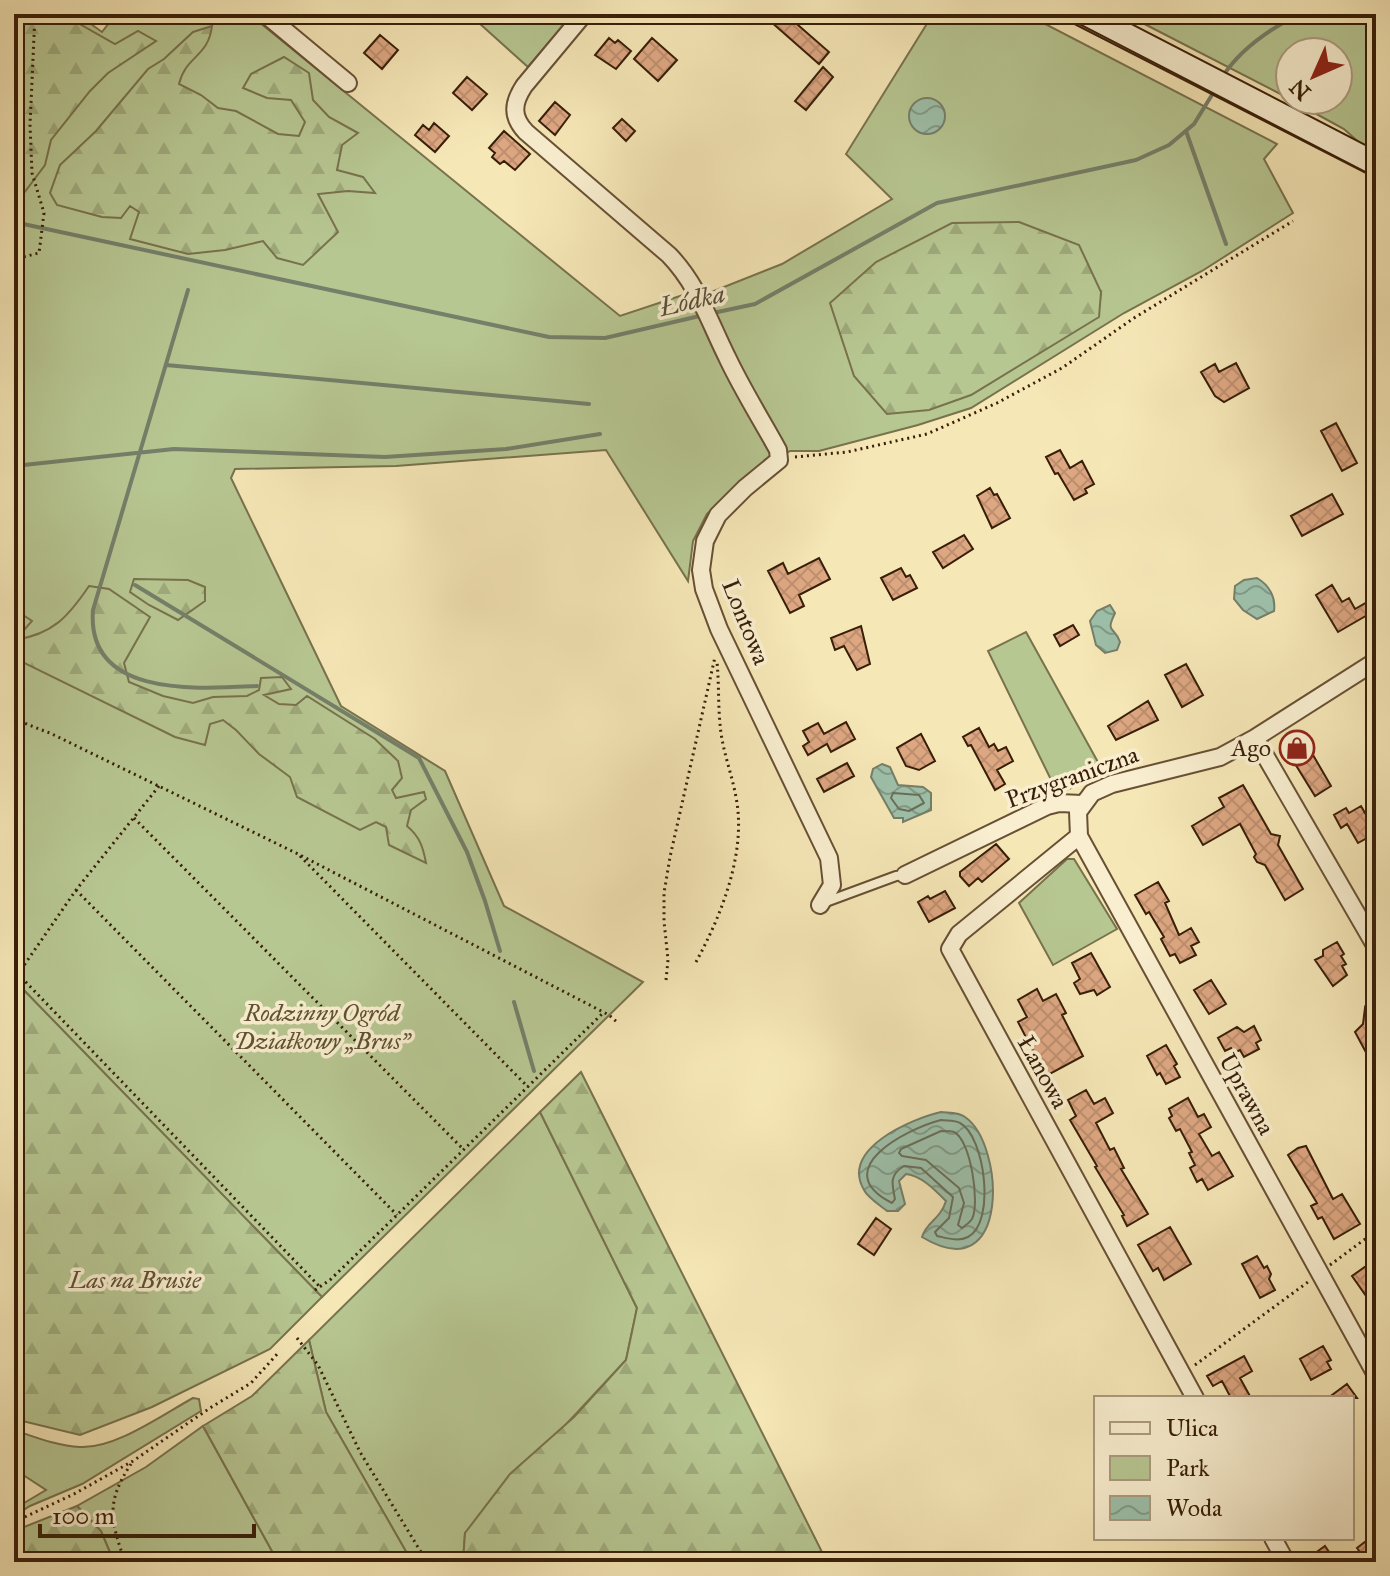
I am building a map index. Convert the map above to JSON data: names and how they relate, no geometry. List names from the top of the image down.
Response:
==
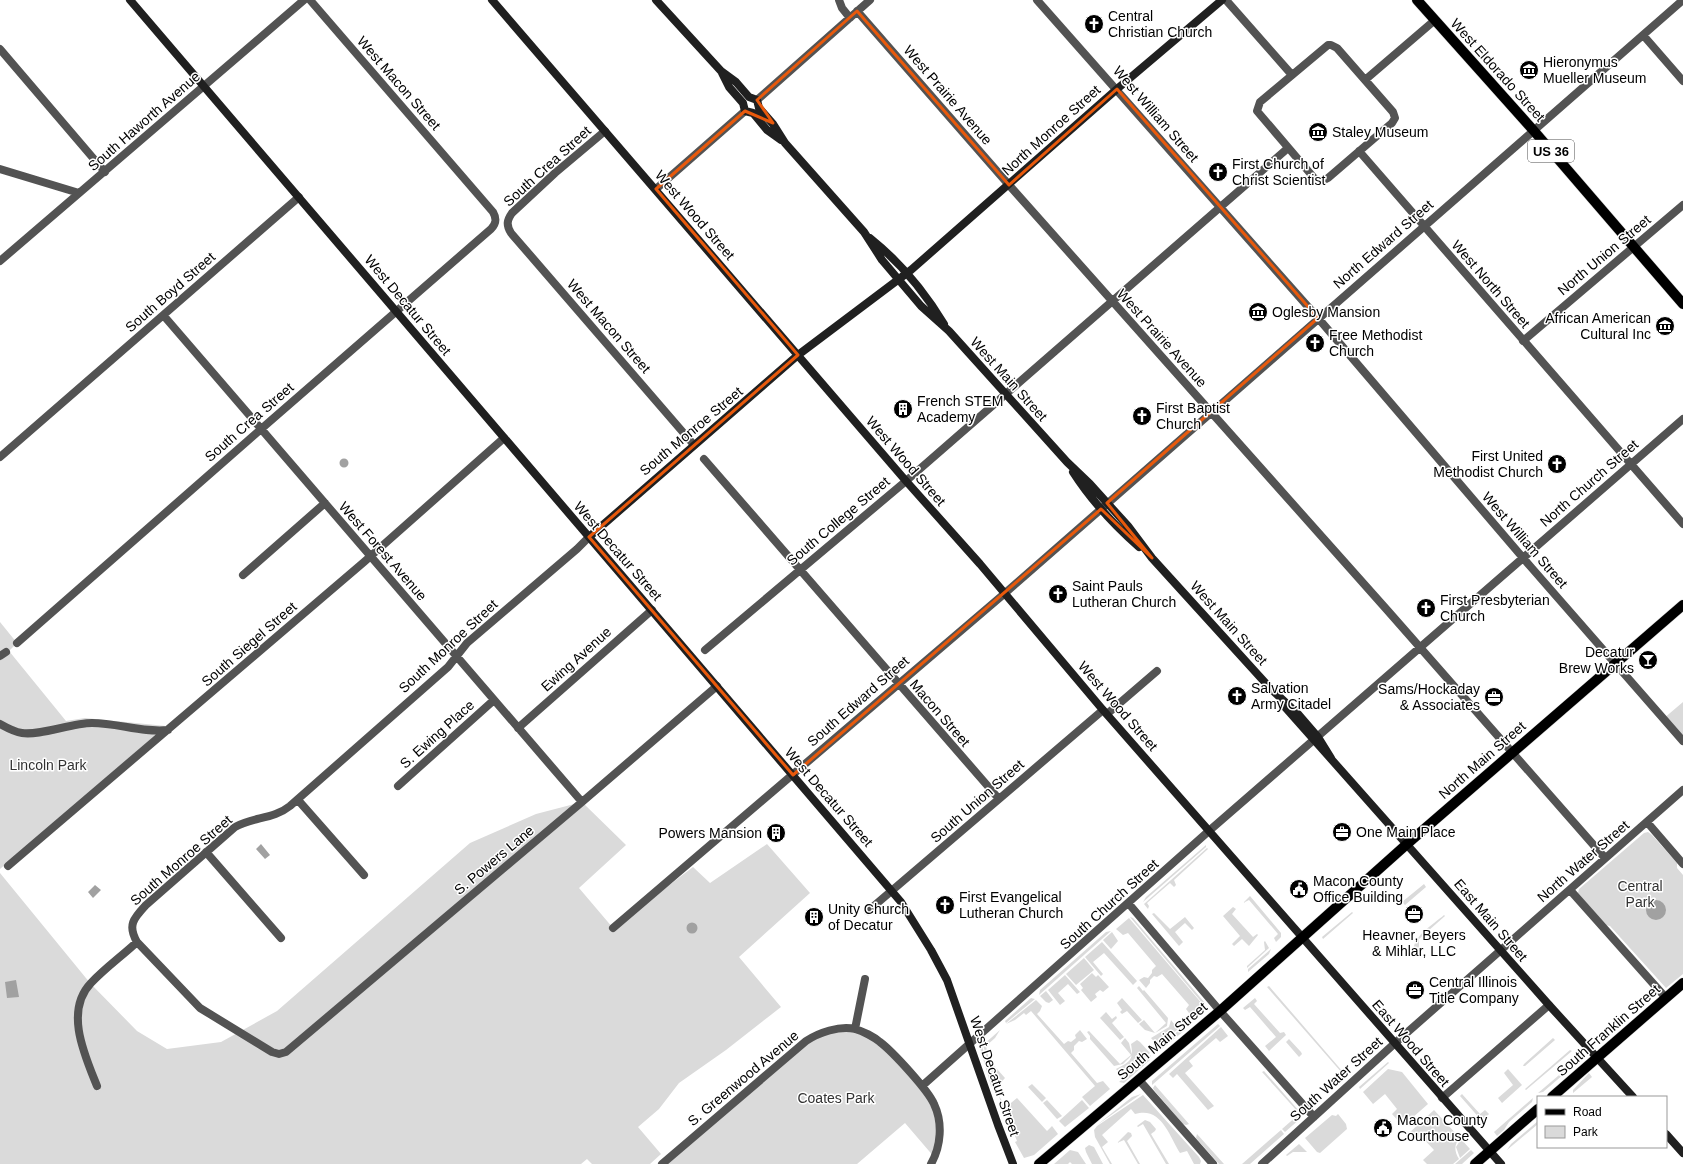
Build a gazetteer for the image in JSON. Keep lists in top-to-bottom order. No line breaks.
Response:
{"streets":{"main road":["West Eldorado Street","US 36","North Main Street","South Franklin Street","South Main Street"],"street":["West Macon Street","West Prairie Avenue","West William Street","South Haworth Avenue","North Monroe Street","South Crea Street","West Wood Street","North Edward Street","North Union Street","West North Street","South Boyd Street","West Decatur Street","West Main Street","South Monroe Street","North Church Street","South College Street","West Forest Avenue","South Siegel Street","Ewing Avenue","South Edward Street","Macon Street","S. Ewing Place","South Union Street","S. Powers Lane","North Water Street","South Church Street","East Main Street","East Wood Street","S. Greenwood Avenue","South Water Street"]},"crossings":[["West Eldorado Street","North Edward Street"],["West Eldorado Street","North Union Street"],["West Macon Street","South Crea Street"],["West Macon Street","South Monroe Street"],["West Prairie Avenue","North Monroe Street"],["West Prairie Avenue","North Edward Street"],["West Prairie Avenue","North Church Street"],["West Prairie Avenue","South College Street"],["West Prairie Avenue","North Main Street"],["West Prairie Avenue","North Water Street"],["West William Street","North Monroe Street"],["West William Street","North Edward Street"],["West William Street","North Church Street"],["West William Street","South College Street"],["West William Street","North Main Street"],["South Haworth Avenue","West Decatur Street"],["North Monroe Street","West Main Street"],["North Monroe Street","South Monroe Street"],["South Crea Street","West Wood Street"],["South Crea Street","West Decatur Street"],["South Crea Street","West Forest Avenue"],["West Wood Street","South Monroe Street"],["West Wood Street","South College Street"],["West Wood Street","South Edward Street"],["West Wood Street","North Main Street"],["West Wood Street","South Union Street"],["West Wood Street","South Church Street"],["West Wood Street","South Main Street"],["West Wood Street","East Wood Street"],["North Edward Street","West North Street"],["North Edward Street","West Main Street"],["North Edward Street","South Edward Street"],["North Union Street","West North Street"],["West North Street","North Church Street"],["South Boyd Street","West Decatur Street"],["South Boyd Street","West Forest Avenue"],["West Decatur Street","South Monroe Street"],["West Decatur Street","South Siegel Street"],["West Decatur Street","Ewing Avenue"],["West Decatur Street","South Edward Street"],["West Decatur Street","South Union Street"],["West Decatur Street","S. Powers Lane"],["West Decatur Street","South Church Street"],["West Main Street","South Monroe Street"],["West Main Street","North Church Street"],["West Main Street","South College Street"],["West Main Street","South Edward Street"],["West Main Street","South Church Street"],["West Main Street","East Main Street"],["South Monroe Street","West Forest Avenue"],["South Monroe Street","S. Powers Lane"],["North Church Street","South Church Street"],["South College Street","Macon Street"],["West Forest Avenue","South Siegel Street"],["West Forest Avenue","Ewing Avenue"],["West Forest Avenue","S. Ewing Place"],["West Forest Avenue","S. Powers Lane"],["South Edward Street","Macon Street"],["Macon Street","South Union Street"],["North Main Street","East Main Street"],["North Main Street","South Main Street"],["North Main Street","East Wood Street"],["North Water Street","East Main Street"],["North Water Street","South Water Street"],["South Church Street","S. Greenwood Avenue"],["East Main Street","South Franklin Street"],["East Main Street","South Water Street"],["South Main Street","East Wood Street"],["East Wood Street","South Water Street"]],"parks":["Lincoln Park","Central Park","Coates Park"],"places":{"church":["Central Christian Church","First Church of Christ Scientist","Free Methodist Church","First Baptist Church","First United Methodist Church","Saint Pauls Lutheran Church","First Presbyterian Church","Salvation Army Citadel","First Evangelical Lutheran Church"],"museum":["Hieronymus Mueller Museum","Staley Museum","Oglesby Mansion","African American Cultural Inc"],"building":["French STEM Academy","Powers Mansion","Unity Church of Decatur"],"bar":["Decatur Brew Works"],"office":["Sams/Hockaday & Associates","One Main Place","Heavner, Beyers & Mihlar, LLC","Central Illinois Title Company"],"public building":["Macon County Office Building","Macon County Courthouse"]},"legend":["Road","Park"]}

• [TRY IT] Go over the listing above and return each line with "JSON".

• [EXPECTED ANSWER]
I am building a map index. Convert the map above to JSON data: names and how they relate, no geometry. List names from the top of the image down.
Build a gazetteer for the image in JSON. Keep lists in top-to-bottom order. No line breaks.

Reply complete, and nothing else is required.